CONTEXT: The prediction of crop yield is vital for the management and decision-making processes in agriculture. Techniques such as Remote Sensing (RS) and Artificial Neural Networks (ANN) emerge as potential tools for predicting these agronomic parameters. OBJECTIVE: Therefore, the objective of this study was to combine RS data in ANN models to remotely and anticipatively predict peanut yield. METHODS: The experiment was conducted in eleven commercial fields, divided into six fields in the 2020/21 season and five in the 2021/22 season. The input data for the development of the models were vegetation indices (EVI, GNDVI, MNLI, NLI, NDVI, SAVI, and SR) derived from high-resolution satellite images on five dates, from one to thirty days before the start of the peanut harvest. The Vegetation Index (VI) data from the 20/21 season were inserted into Multilayer Perceptron (MLP) and Radial Basis Function (RBF) Artificial Neural Networks (ANNs) for the calibration.
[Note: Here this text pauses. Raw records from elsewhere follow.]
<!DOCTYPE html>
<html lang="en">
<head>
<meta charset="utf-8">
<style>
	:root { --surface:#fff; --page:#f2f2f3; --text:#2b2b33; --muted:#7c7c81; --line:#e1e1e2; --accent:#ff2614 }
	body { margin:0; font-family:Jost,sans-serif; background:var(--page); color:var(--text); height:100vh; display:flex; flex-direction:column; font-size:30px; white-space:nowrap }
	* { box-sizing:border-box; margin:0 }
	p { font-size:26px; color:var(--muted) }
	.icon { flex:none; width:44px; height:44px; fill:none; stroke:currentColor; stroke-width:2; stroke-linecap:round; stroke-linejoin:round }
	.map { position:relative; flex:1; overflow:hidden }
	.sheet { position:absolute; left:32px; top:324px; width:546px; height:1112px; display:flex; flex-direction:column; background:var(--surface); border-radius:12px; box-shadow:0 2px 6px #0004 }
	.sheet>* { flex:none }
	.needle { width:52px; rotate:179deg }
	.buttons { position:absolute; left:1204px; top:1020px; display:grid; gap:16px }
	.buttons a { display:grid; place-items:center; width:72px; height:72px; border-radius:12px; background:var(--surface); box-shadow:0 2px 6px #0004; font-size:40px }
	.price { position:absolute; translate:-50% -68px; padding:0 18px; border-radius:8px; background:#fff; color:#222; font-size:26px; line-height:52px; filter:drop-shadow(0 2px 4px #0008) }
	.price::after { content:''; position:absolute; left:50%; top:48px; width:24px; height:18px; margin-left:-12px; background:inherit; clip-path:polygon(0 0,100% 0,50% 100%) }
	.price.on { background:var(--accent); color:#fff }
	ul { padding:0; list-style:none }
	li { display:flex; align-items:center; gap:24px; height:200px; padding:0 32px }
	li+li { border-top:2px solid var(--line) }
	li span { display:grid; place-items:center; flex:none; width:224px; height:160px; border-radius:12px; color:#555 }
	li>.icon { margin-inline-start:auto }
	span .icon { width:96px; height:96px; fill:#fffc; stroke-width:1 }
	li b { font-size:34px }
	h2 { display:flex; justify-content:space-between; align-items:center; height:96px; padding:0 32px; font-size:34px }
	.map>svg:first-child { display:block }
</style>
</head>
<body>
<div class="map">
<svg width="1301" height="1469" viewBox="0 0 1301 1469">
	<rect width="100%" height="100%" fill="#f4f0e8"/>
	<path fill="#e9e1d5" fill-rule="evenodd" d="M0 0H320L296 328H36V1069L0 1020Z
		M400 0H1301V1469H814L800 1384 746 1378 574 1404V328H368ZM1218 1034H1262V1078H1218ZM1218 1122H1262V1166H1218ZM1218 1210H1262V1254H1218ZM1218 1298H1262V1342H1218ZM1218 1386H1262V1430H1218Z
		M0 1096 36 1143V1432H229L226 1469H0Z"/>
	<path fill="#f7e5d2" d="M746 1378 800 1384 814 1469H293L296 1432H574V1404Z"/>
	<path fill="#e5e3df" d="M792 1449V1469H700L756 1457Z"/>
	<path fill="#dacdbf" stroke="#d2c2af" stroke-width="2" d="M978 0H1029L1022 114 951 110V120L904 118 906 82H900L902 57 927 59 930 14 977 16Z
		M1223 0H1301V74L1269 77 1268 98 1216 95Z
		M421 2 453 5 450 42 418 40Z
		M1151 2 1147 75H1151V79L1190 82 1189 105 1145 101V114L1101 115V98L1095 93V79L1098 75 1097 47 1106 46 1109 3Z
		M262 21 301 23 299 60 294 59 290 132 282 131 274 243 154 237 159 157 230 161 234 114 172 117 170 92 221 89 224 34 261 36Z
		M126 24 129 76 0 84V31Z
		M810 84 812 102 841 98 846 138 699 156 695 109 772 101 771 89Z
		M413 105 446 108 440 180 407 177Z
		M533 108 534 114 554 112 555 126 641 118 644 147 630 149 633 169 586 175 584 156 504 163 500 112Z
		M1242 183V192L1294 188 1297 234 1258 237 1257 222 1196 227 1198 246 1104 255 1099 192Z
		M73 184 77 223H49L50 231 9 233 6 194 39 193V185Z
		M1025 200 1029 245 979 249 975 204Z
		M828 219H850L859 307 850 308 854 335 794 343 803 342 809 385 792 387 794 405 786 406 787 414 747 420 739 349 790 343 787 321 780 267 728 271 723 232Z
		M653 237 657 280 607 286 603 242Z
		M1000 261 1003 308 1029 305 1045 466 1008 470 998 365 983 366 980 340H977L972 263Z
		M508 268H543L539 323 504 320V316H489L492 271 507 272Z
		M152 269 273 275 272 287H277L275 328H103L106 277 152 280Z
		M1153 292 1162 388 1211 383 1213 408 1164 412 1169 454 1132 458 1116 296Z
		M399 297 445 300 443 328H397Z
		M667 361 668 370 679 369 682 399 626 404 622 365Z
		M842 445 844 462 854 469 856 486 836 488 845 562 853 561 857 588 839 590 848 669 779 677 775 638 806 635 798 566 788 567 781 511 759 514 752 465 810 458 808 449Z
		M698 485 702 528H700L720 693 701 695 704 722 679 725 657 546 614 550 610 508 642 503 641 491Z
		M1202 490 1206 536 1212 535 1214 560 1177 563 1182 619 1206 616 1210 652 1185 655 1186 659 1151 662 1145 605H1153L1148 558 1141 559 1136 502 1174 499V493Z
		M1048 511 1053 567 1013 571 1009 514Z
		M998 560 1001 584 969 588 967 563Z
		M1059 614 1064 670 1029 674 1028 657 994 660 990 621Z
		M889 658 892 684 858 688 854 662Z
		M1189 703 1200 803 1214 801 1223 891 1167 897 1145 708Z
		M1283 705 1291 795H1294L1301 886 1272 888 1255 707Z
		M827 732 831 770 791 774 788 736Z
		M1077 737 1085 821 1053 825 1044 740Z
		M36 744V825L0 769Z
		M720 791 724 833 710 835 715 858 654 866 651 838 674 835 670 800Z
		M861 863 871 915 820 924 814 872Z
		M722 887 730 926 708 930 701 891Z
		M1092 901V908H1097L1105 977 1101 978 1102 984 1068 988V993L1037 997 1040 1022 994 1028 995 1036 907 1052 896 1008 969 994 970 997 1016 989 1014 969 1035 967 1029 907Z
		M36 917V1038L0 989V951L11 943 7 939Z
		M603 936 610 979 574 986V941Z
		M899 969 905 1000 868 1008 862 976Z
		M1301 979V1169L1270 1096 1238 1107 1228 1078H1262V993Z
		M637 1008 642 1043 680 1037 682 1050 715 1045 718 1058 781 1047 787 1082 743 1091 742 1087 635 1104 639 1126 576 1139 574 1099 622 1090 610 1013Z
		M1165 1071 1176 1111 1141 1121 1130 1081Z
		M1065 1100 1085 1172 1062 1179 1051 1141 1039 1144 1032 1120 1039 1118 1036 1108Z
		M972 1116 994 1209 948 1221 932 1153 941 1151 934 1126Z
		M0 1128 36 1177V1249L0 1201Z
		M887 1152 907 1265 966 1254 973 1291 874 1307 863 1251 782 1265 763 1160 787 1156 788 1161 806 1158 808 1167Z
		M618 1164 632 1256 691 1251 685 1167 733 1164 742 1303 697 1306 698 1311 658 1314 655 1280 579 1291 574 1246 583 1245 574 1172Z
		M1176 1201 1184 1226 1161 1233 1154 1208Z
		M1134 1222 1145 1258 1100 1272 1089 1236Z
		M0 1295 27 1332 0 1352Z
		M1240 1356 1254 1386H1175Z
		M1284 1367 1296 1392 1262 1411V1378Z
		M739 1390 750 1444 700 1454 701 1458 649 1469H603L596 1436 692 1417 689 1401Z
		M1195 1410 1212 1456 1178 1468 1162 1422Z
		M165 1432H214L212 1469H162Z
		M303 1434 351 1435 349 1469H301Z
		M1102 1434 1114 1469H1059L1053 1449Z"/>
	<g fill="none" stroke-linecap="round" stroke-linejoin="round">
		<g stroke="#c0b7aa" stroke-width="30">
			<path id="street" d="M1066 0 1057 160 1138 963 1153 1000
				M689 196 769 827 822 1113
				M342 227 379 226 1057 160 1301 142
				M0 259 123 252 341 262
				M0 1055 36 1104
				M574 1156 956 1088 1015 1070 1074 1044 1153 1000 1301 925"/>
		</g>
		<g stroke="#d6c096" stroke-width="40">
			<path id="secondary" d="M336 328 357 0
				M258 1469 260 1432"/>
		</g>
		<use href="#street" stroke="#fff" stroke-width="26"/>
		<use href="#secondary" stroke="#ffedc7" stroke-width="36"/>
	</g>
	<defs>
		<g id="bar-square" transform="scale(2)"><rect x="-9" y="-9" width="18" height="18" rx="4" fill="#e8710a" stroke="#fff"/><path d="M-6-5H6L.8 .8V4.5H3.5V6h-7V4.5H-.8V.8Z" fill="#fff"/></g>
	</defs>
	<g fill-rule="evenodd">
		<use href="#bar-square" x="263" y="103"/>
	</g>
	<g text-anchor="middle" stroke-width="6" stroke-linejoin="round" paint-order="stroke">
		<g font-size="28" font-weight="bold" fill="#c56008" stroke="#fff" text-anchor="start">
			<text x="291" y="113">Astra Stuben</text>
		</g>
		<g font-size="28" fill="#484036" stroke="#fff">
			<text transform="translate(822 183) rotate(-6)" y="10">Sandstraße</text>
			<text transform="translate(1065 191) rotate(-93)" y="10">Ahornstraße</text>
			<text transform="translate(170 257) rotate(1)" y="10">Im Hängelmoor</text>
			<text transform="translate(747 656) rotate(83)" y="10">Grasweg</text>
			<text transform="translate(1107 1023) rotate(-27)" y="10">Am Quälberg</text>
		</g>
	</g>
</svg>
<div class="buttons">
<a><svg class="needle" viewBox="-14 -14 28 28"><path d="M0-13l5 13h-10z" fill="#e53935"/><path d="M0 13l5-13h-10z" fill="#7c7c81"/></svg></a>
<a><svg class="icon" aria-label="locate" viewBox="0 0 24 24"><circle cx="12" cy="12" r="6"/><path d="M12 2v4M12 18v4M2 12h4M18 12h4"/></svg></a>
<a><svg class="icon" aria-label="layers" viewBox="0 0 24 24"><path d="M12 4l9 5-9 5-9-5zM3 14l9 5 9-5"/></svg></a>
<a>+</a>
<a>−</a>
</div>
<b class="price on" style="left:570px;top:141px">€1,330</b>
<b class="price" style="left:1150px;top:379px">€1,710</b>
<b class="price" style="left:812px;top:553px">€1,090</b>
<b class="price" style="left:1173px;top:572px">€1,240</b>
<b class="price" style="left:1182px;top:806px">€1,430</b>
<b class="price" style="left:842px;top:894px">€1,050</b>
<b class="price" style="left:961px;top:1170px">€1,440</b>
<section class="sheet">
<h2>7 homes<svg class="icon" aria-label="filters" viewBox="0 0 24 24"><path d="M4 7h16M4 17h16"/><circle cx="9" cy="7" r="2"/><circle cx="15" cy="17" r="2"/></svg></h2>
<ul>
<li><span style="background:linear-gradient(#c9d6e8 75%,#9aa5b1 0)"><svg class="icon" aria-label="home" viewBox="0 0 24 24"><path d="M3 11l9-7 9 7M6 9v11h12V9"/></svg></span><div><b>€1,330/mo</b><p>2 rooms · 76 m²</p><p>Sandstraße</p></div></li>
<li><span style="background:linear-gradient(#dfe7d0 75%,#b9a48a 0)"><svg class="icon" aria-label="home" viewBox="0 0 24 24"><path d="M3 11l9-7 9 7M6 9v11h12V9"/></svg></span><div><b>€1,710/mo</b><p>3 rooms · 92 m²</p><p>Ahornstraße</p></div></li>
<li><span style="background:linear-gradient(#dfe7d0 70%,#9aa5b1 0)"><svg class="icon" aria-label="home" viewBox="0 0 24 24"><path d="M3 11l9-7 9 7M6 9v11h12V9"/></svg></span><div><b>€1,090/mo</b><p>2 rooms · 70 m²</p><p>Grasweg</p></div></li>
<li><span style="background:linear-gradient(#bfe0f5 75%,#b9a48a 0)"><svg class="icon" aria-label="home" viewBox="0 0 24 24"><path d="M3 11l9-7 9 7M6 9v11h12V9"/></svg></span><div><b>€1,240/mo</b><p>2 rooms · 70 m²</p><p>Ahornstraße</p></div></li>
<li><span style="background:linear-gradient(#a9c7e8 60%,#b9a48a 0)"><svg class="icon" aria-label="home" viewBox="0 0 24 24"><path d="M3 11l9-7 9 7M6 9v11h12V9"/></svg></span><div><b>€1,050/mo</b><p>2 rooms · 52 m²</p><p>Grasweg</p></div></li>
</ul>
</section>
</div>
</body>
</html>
Subsequently, the generated equations were applied to the fields of the subsequent season for generalizing and recalibration of the models using the dataset from both seasons. Both networks proved capable of making predictions using the VIs as input, both in validation and recalibration, where an improvement in the precision and accuracy of the models was observed. RESULTS AND CONCLUSION: The validation of the models demonstrated a high potential for generalizing the variability of peanut yield in new fields. The MLP network presented the best results in this study, with an MAPE of 9.3 %, thirty days before harvest and a determination coefficient of 0.80. The VIs that stood out the most as input were EVI, SAVI, and SR. The use of RS combined with ANN is a powerful tool for predicting peanut yield and assisting the farmer in crop management. SIGNIFICANCE: The results obtained highlight the importance of developing predictive models for peanut yield over the years, taking into account the interaction between genotypes and environments to enhance model robustness. Furthermore, it is essential that these models be applicable in new areas, as demonstrated by this work, which evidenced good generalization across distinct locations, even under varying management practices and cultivars.